WHAT IS NEEDED:
Restate the data below word for word. Leave the images out.

DATA FOR PROCESSING:
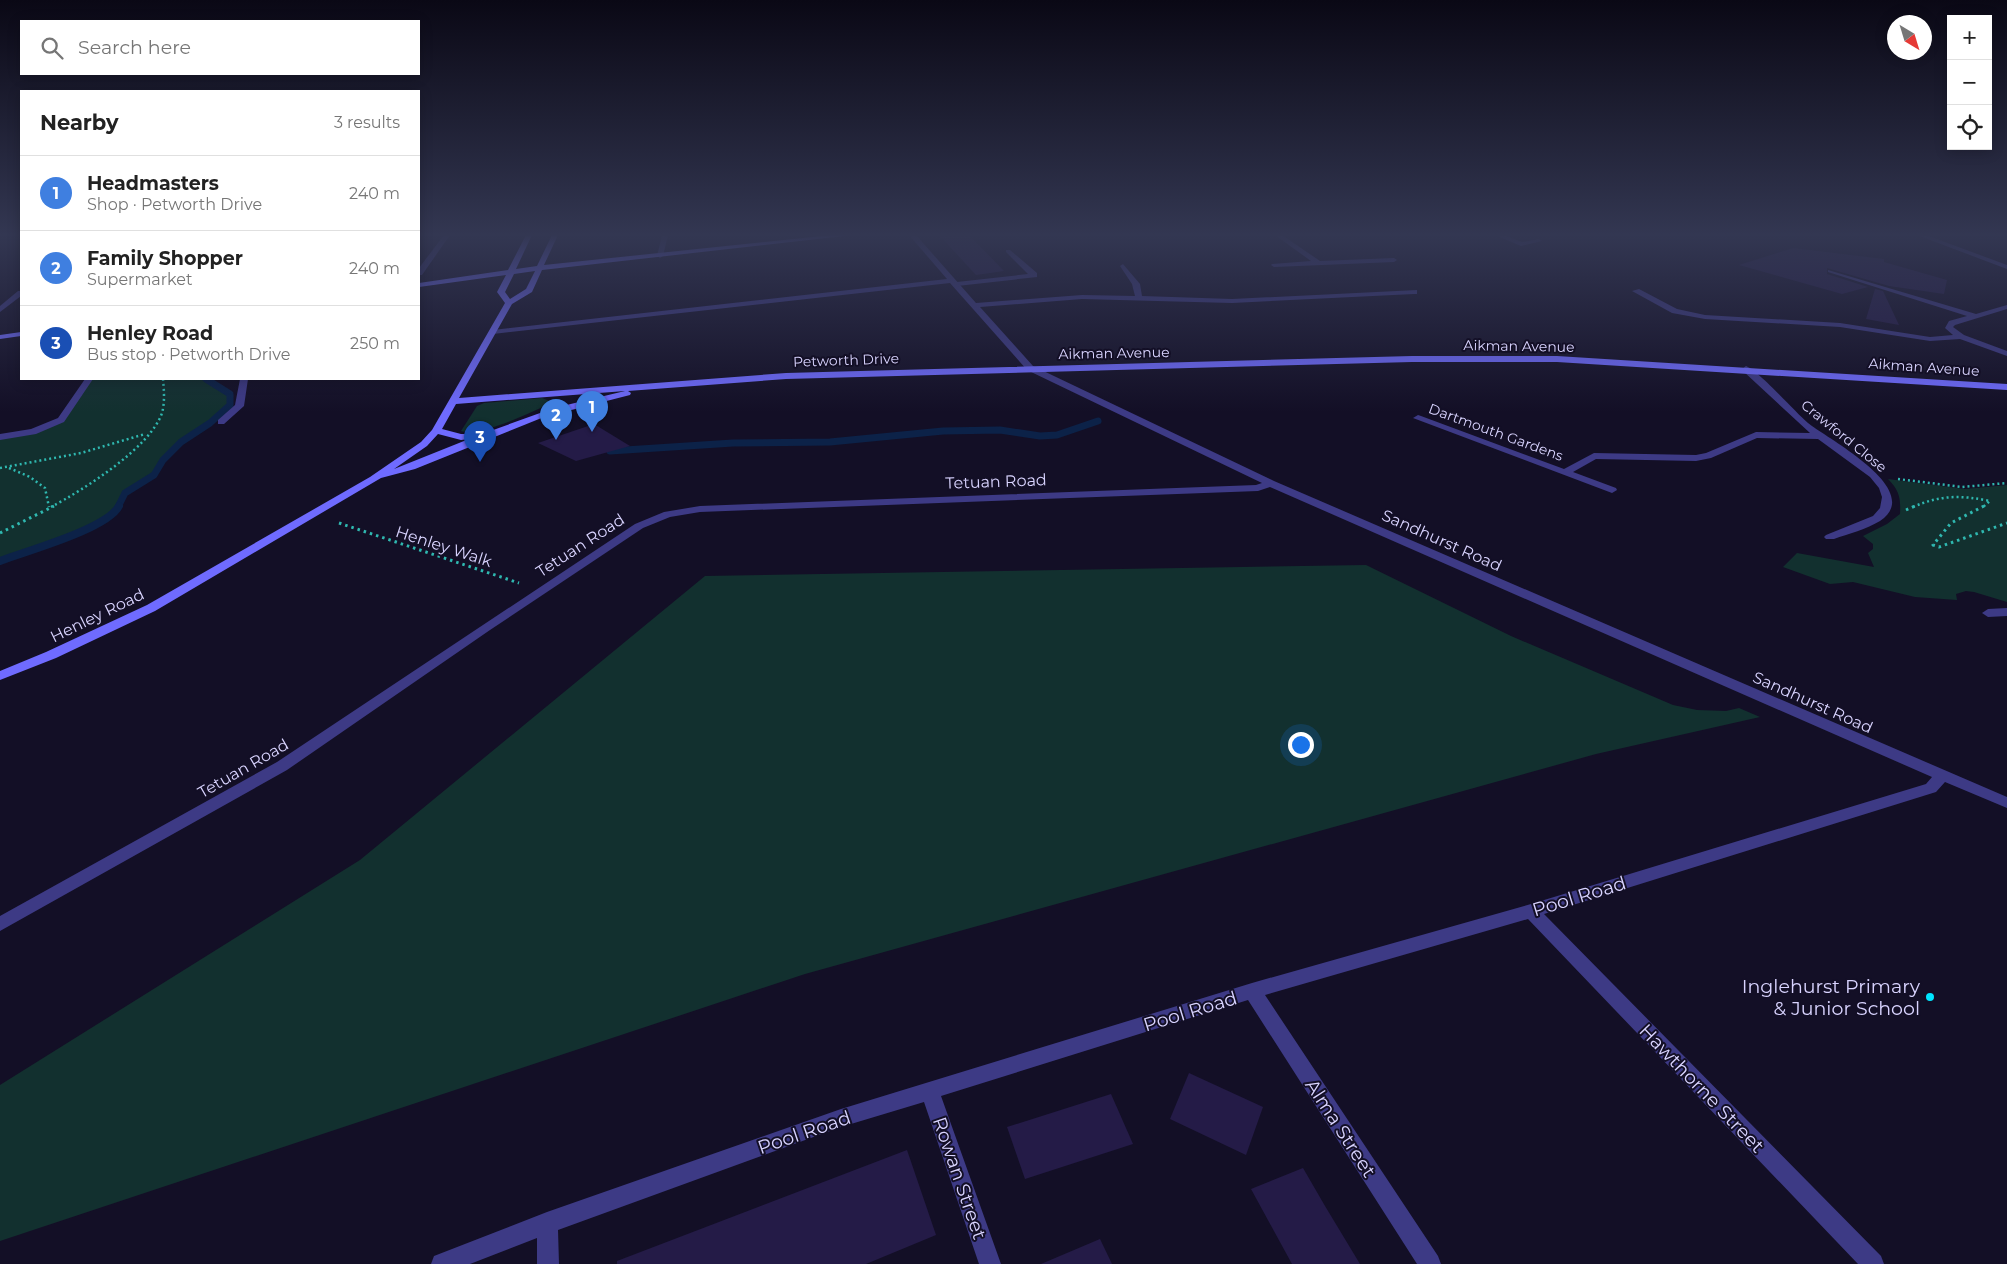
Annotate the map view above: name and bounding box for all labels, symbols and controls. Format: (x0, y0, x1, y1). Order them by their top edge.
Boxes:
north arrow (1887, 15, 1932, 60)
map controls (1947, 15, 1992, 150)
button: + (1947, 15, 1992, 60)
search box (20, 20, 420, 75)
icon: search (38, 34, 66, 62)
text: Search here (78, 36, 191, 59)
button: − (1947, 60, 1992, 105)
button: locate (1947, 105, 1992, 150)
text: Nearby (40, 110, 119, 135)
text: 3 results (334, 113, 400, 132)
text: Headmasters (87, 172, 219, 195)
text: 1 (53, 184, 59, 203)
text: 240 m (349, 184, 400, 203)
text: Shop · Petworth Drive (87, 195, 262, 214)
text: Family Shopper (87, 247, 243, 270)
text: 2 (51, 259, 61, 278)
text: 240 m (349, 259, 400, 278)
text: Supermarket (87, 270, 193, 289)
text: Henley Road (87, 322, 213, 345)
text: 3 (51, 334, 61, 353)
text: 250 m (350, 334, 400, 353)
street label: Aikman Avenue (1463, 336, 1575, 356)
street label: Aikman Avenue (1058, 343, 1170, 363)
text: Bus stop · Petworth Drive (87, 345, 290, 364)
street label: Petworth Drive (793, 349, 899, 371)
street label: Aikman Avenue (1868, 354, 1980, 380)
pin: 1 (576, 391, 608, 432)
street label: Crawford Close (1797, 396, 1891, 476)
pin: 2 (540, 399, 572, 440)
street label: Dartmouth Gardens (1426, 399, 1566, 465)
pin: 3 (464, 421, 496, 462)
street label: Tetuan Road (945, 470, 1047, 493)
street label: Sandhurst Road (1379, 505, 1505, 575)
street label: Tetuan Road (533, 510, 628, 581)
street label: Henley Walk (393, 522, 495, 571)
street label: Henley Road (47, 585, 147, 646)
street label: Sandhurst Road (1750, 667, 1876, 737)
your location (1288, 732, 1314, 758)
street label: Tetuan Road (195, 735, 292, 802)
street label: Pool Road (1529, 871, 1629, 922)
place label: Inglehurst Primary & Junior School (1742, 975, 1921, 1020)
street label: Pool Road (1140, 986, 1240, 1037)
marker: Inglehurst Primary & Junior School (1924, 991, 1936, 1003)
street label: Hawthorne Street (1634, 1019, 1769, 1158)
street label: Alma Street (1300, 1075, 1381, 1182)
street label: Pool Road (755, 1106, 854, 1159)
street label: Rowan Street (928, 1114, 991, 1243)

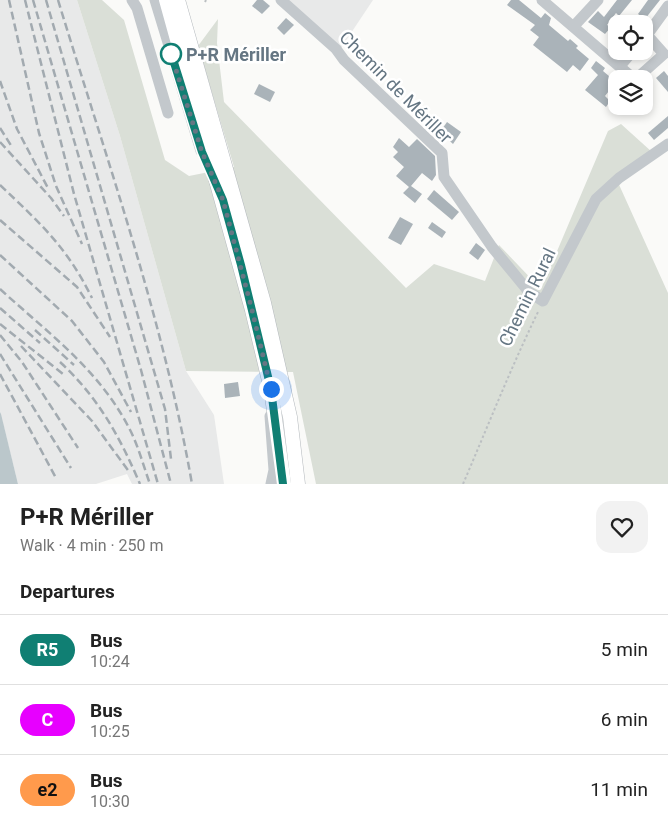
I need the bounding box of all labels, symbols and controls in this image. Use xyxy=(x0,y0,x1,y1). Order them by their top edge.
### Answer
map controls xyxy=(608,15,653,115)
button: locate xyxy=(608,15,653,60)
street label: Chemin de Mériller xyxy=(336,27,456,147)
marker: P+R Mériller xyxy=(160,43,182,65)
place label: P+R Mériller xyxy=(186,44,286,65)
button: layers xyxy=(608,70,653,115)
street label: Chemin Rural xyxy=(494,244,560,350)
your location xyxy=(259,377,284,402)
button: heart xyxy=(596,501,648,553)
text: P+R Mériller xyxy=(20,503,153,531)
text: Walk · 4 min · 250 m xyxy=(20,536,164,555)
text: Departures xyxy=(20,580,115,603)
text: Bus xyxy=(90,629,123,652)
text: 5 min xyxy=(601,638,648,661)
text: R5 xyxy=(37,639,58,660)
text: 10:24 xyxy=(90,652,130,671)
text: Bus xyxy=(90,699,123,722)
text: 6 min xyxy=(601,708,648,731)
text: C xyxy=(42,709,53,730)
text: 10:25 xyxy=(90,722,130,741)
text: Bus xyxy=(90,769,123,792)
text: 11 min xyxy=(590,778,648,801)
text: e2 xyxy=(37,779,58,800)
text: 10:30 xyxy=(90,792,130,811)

TASK ANSWER:
Annotate the map view above: name and bounding box for all labels, symbols and controls. Format: (x0, y0, x1, y1). Order them by their top edge.
Boxes:
north arrow (1887, 15, 1932, 60)
map controls (1947, 15, 1992, 150)
button: + (1947, 15, 1992, 60)
search box (20, 20, 420, 75)
icon: search (38, 34, 66, 62)
text: Search here (78, 36, 191, 59)
button: − (1947, 60, 1992, 105)
button: locate (1947, 105, 1992, 150)
text: Nearby (40, 110, 119, 135)
text: 3 results (334, 113, 400, 132)
text: Headmasters (87, 172, 219, 195)
text: 1 (53, 184, 59, 203)
text: 240 m (349, 184, 400, 203)
text: Shop · Petworth Drive (87, 195, 262, 214)
text: Family Shopper (87, 247, 243, 270)
text: 2 (51, 259, 61, 278)
text: 240 m (349, 259, 400, 278)
text: Supermarket (87, 270, 193, 289)
text: Henley Road (87, 322, 213, 345)
text: 3 (51, 334, 61, 353)
text: 250 m (350, 334, 400, 353)
street label: Aikman Avenue (1463, 336, 1575, 356)
street label: Aikman Avenue (1058, 343, 1170, 363)
text: Bus stop · Petworth Drive (87, 345, 290, 364)
street label: Petworth Drive (793, 349, 899, 371)
street label: Aikman Avenue (1868, 354, 1980, 380)
pin: 1 (576, 391, 608, 432)
street label: Crawford Close (1797, 396, 1891, 476)
pin: 2 (540, 399, 572, 440)
street label: Dartmouth Gardens (1426, 399, 1566, 465)
pin: 3 (464, 421, 496, 462)
street label: Tetuan Road (945, 470, 1047, 493)
street label: Sandhurst Road (1379, 505, 1505, 575)
street label: Tetuan Road (533, 510, 628, 581)
street label: Henley Walk (393, 522, 495, 571)
street label: Henley Road (47, 585, 147, 646)
street label: Sandhurst Road (1750, 667, 1876, 737)
your location (1288, 732, 1314, 758)
street label: Tetuan Road (195, 735, 292, 802)
street label: Pool Road (1529, 871, 1629, 922)
place label: Inglehurst Primary & Junior School (1742, 975, 1921, 1020)
street label: Pool Road (1140, 986, 1240, 1037)
marker: Inglehurst Primary & Junior School (1924, 991, 1936, 1003)
street label: Hawthorne Street (1634, 1019, 1769, 1158)
street label: Alma Street (1300, 1075, 1381, 1182)
street label: Pool Road (755, 1106, 854, 1159)
street label: Rowan Street (928, 1114, 991, 1243)

I need the bounding box of all labels, symbols and controls in this image. Use xyxy=(x0,y0,x1,y1). Order them by their top edge.
### Answer
map controls xyxy=(608,15,653,115)
button: locate xyxy=(608,15,653,60)
street label: Chemin de Mériller xyxy=(336,27,456,147)
marker: P+R Mériller xyxy=(160,43,182,65)
place label: P+R Mériller xyxy=(186,44,286,65)
button: layers xyxy=(608,70,653,115)
street label: Chemin Rural xyxy=(494,244,560,350)
your location xyxy=(259,377,284,402)
button: heart xyxy=(596,501,648,553)
text: P+R Mériller xyxy=(20,503,153,531)
text: Walk · 4 min · 250 m xyxy=(20,536,164,555)
text: Departures xyxy=(20,580,115,603)
text: Bus xyxy=(90,629,123,652)
text: 5 min xyxy=(601,638,648,661)
text: R5 xyxy=(37,639,58,660)
text: 10:24 xyxy=(90,652,130,671)
text: Bus xyxy=(90,699,123,722)
text: 6 min xyxy=(601,708,648,731)
text: C xyxy=(42,709,53,730)
text: 10:25 xyxy=(90,722,130,741)
text: Bus xyxy=(90,769,123,792)
text: 11 min xyxy=(590,778,648,801)
text: e2 xyxy=(37,779,58,800)
text: 10:30 xyxy=(90,792,130,811)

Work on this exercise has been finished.